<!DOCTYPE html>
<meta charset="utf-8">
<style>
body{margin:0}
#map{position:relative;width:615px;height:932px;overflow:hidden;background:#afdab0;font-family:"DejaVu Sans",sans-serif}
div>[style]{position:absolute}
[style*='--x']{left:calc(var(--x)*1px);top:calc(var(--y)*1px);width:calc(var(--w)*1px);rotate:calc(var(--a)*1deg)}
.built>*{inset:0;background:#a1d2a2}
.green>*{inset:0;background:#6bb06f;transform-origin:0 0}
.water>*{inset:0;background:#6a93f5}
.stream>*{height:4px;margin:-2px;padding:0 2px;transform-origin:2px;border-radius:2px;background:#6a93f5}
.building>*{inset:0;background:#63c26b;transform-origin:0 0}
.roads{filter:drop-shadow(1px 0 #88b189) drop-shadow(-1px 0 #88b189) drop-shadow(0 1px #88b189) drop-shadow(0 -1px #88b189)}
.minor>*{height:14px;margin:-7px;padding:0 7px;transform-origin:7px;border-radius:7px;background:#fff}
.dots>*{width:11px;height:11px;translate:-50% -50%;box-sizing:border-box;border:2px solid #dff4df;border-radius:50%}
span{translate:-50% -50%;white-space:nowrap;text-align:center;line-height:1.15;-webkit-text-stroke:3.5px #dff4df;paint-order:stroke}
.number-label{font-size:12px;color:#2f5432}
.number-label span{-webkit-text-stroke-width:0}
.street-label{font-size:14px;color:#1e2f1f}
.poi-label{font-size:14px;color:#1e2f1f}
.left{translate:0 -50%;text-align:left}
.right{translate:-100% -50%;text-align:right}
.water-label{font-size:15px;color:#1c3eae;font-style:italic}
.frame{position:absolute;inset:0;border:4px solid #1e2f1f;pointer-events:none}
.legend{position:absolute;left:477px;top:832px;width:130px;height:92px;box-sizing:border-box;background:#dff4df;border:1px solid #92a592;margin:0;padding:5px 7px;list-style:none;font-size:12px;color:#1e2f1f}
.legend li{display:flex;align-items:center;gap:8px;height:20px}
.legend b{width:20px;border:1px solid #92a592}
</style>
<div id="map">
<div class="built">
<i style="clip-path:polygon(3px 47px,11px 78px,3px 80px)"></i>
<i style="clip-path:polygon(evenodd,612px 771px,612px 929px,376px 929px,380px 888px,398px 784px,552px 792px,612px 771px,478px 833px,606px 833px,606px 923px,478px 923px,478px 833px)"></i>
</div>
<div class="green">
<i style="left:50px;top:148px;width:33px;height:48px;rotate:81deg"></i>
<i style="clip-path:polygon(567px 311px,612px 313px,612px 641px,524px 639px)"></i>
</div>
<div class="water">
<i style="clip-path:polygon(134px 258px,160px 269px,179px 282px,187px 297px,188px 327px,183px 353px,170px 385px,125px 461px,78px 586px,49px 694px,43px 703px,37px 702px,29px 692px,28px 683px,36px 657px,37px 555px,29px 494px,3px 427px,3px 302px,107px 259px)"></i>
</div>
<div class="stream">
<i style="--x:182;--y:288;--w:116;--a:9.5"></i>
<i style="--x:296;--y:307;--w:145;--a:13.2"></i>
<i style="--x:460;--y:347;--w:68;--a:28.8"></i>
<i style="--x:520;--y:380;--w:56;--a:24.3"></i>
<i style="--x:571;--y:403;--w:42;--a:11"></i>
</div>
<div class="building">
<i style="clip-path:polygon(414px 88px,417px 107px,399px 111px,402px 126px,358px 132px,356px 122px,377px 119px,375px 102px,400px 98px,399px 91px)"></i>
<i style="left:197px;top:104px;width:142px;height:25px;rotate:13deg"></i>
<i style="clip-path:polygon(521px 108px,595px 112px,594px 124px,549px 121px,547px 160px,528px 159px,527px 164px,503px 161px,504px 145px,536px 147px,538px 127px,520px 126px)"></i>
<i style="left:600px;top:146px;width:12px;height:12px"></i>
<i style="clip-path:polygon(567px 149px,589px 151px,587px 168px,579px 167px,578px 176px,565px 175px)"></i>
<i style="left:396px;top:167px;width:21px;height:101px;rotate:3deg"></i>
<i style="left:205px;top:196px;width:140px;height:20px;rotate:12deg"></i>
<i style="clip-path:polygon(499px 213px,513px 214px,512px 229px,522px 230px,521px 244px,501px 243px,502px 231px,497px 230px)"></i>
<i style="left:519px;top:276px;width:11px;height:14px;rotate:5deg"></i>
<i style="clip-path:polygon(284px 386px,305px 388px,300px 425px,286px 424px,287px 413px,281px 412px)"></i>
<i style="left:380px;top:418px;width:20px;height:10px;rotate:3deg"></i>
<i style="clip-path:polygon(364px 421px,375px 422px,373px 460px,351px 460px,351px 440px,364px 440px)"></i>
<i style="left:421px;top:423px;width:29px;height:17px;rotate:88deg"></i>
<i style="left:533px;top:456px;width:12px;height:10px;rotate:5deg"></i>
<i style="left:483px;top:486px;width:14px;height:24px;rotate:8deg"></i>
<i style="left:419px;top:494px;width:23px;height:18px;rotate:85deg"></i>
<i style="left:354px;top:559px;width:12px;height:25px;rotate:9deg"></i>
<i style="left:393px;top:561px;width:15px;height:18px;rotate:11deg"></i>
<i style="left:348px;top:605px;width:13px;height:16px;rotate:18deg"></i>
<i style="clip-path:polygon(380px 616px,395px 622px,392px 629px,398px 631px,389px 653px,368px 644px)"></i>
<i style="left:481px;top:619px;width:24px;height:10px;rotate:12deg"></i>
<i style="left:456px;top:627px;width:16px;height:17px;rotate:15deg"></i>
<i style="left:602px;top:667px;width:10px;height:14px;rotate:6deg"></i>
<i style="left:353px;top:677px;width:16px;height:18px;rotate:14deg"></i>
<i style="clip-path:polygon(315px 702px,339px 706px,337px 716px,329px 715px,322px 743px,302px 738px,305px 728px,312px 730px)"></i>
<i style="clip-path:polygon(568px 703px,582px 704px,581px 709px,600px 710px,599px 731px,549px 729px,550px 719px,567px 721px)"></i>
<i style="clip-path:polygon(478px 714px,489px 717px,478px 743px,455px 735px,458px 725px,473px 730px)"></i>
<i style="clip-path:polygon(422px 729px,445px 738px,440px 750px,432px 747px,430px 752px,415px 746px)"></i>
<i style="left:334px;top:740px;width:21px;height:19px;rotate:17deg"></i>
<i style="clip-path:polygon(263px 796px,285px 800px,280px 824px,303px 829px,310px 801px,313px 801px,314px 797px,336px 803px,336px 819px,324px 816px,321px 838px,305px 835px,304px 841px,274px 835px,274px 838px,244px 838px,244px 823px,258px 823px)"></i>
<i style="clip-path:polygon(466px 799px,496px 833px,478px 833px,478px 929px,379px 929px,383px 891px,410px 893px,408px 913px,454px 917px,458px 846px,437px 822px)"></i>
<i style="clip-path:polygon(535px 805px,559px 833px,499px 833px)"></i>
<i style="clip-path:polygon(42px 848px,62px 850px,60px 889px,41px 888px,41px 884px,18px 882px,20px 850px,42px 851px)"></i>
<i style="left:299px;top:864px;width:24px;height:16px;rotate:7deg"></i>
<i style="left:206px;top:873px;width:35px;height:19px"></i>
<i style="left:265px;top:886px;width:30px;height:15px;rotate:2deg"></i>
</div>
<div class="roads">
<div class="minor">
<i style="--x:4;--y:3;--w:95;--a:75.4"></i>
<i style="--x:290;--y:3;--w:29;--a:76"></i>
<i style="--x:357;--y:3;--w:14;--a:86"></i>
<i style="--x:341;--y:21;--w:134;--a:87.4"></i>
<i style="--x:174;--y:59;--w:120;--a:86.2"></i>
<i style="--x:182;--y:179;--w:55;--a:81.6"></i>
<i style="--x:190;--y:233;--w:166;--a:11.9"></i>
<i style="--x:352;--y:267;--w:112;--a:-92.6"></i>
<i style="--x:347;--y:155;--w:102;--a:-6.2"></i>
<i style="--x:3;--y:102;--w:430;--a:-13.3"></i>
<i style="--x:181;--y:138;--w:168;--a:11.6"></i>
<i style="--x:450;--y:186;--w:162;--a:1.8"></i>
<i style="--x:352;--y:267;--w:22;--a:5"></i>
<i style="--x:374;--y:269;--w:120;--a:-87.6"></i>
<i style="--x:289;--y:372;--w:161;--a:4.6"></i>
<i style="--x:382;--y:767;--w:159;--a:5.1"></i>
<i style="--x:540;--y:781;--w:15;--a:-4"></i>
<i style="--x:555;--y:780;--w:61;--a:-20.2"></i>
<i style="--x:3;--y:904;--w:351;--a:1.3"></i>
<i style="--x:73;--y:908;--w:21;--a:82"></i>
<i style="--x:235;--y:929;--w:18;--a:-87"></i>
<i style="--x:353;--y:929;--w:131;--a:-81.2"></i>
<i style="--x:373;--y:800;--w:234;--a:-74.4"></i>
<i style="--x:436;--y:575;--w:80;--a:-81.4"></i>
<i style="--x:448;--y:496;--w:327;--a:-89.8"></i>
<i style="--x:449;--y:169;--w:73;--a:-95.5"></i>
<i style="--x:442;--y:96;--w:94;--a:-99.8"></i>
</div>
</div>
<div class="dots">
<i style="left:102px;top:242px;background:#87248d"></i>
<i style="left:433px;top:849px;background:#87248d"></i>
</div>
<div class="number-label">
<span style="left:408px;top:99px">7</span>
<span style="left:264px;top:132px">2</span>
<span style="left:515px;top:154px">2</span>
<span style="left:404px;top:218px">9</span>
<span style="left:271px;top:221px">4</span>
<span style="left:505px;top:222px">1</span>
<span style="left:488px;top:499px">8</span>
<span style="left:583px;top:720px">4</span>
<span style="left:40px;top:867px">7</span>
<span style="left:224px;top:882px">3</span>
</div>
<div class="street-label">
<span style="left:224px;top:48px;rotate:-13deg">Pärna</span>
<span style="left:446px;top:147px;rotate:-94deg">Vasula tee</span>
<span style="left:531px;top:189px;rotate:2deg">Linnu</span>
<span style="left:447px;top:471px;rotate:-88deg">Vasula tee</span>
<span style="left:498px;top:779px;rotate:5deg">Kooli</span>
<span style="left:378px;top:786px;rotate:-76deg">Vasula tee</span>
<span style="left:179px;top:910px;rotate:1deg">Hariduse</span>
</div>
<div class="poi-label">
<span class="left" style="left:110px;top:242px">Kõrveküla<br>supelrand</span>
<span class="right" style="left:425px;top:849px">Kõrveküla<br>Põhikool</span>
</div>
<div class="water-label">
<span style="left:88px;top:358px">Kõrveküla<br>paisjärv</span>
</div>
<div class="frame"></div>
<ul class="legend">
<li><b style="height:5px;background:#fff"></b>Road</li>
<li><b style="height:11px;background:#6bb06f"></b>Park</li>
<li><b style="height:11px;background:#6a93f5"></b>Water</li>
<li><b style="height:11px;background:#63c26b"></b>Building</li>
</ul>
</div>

● ● ●

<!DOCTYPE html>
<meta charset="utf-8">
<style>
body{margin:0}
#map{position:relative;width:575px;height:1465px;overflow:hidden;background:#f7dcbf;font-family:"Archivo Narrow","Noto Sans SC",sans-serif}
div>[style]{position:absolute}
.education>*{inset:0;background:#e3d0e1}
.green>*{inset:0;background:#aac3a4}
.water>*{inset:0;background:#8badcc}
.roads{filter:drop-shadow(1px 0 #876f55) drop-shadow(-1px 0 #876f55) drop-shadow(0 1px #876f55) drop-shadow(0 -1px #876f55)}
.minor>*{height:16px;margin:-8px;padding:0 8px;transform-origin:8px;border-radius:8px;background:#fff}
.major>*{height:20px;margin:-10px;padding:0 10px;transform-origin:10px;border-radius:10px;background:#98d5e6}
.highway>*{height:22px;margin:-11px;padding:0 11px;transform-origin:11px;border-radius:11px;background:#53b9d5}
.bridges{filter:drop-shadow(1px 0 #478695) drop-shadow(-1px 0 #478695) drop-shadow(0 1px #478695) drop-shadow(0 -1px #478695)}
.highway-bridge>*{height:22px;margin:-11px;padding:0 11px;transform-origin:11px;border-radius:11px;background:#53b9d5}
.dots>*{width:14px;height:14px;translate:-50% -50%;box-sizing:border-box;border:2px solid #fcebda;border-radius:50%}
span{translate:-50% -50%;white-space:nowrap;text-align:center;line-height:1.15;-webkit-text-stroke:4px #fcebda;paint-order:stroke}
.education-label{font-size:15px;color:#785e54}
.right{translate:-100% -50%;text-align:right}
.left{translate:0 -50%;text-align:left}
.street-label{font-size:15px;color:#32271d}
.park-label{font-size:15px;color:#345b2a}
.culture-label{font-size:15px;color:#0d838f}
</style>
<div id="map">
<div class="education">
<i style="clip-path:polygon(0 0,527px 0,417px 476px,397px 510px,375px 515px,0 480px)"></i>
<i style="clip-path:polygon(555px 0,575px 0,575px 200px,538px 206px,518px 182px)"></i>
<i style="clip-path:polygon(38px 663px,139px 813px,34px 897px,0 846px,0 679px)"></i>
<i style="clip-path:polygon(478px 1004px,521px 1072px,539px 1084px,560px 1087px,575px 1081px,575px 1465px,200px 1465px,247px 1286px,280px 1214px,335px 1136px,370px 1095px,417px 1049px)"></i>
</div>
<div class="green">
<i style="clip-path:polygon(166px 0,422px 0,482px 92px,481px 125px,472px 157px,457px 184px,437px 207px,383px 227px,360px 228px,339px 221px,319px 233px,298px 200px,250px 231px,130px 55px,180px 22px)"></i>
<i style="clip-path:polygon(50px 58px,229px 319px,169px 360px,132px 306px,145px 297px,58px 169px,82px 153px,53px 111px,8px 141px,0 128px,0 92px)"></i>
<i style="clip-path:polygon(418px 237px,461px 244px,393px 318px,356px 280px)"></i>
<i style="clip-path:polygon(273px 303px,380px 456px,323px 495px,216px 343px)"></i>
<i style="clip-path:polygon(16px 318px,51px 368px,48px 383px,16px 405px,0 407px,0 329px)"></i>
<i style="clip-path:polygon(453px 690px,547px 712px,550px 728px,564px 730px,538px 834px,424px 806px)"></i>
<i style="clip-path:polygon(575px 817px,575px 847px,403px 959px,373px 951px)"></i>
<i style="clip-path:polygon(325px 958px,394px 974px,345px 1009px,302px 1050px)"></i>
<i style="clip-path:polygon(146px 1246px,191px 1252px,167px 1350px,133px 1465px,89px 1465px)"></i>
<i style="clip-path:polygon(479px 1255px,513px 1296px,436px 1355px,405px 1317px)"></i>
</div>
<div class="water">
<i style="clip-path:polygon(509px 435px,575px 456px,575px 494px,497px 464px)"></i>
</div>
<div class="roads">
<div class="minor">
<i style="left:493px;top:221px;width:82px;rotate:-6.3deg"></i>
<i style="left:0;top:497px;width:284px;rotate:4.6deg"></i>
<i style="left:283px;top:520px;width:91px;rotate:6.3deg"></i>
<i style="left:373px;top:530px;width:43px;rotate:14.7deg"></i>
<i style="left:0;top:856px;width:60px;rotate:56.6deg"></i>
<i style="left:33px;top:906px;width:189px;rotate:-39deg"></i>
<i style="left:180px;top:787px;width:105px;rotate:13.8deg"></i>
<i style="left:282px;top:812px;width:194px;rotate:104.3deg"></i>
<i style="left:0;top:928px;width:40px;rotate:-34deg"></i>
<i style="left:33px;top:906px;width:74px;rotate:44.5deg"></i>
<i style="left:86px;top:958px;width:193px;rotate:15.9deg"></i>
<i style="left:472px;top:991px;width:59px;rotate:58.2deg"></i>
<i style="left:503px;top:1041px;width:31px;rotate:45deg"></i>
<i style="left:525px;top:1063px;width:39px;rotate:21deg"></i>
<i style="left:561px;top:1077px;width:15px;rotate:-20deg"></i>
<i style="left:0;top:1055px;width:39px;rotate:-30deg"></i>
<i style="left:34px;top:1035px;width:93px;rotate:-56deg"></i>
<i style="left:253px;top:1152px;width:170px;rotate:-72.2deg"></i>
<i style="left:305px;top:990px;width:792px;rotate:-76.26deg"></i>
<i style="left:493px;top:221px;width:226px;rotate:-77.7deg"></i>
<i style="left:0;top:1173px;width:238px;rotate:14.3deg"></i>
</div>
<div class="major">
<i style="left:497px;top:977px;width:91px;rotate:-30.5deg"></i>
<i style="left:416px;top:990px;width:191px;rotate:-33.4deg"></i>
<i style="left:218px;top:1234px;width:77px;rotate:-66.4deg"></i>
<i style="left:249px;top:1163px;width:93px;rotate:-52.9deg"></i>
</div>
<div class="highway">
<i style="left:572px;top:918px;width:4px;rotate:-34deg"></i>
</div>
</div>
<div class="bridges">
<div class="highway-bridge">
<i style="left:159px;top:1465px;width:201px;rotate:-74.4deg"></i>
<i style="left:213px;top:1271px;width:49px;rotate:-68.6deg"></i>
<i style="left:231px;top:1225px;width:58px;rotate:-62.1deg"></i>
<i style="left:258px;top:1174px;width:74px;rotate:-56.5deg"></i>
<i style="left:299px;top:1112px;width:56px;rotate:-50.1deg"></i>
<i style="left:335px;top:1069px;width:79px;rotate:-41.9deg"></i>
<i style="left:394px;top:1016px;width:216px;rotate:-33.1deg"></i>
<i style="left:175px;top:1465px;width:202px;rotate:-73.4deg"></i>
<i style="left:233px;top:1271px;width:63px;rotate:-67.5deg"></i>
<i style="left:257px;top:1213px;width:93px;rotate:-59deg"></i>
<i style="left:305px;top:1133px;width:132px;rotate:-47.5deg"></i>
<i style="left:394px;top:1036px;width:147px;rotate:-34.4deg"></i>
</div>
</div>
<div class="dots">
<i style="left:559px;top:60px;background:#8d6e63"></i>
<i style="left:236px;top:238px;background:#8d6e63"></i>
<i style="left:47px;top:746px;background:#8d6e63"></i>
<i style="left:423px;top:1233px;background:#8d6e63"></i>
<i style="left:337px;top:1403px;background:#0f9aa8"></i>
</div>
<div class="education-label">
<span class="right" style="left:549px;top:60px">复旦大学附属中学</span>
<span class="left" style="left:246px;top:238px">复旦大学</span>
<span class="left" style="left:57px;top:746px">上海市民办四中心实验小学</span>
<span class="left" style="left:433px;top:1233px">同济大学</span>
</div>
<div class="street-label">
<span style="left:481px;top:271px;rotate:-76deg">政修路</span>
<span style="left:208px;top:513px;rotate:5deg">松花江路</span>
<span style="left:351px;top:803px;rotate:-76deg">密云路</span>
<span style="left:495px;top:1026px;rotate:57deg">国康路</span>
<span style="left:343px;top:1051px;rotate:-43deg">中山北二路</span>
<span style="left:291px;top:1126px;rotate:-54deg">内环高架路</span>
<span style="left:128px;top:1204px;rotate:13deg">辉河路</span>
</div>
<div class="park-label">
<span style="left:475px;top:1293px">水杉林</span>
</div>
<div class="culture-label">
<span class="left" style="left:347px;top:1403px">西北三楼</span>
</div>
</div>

● ● ●

» **Your instructions**
Show, from the records above, every line that includes "family".

» **Written response**
#map{position:relative;width:615px;height:932px;overflow:hidden;background:#afdab0;font-family:"DejaVu Sans",sans-serif}
#map{position:relative;width:575px;height:1465px;overflow:hidden;background:#f7dcbf;font-family:"Archivo Narrow","Noto Sans SC",sans-serif}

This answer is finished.